В пятницу снова пошли автобусы, каждый под охраной солдат с заряженными маузерами. Тогда стали свистеть вслед, писать лозунги. Придумали еще одну штуку, рискованную, правда, что верно то верно — запросто можно получить пулю в живот, — засовывали картошку. В выхлопную трубу, а ты думал куда? Автобус проедет несколько кварталов — и мотор начинает задыхаться, чихать, кашлять, наконец останавливается — и ни с места. Такие получались пробки — просто чудо!

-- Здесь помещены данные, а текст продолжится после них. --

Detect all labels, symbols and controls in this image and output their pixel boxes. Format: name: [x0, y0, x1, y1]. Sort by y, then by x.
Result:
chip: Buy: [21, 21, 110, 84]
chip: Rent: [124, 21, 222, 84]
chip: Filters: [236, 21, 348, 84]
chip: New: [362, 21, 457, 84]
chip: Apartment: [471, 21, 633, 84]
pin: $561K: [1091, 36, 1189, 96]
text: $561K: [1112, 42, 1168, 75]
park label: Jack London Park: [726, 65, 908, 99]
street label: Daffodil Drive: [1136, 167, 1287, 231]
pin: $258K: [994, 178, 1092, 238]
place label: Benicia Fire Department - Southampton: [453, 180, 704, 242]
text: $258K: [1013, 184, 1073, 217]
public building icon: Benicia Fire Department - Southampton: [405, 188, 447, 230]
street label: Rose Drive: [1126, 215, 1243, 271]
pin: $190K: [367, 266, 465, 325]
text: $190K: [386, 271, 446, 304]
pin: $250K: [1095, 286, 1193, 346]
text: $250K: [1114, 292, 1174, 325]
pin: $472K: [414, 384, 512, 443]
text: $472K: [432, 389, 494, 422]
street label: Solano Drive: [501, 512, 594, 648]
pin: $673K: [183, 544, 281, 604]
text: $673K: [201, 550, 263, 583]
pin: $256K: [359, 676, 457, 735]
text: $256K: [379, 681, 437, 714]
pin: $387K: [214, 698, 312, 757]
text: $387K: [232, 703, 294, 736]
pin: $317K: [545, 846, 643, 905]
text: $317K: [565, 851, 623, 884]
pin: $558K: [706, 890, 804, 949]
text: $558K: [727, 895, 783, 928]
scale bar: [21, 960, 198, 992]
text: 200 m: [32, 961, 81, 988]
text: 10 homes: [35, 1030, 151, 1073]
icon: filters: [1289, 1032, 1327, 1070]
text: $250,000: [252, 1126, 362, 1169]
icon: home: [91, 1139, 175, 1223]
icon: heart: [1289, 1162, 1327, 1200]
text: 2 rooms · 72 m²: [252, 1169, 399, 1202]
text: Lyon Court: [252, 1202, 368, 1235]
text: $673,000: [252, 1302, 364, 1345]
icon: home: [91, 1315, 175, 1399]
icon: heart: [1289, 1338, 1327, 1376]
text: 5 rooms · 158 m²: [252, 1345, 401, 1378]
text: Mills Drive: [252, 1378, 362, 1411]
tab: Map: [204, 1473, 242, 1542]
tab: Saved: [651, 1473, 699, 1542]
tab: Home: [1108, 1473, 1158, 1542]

Вдобавок как раз в эти дни появились в газетах сообщения о восстании в Боливии, и атмосфера накалилась еще сильнее: «Восставшие держат под своим контролем Кочабамбу», «Шахтеры Потоси закидали гранатами полк солдат». Как тут не поверить в успех!

Но получилось, конечно, как всегда бывает — «поначалу сладость, а потом гадость», как сказал Иуда, когда стал вешаться. Или как сказала старушка, когда у нее пошла кровь носом: «Не оттуда, так отсюда». В шести провинциях объявлено было чрезвычайное положение. Полицейские врывались в дома, арестовывали людей без всяких судебных предписаний. И многое другое началось, столь, же приятное. Тайные ночные расстрелы на кладбищах. В Лоте и в Коронеле — массовый расстрел шахтеров-угольщиков, шахтеров не запугаешь, они всегда впереди. Уволены шестьсот государственных служащих. В Сантьяго прибыли три полка солдат, а также отряды курсантов артиллерийской школы из Линареса и кавалерийской из Кильота.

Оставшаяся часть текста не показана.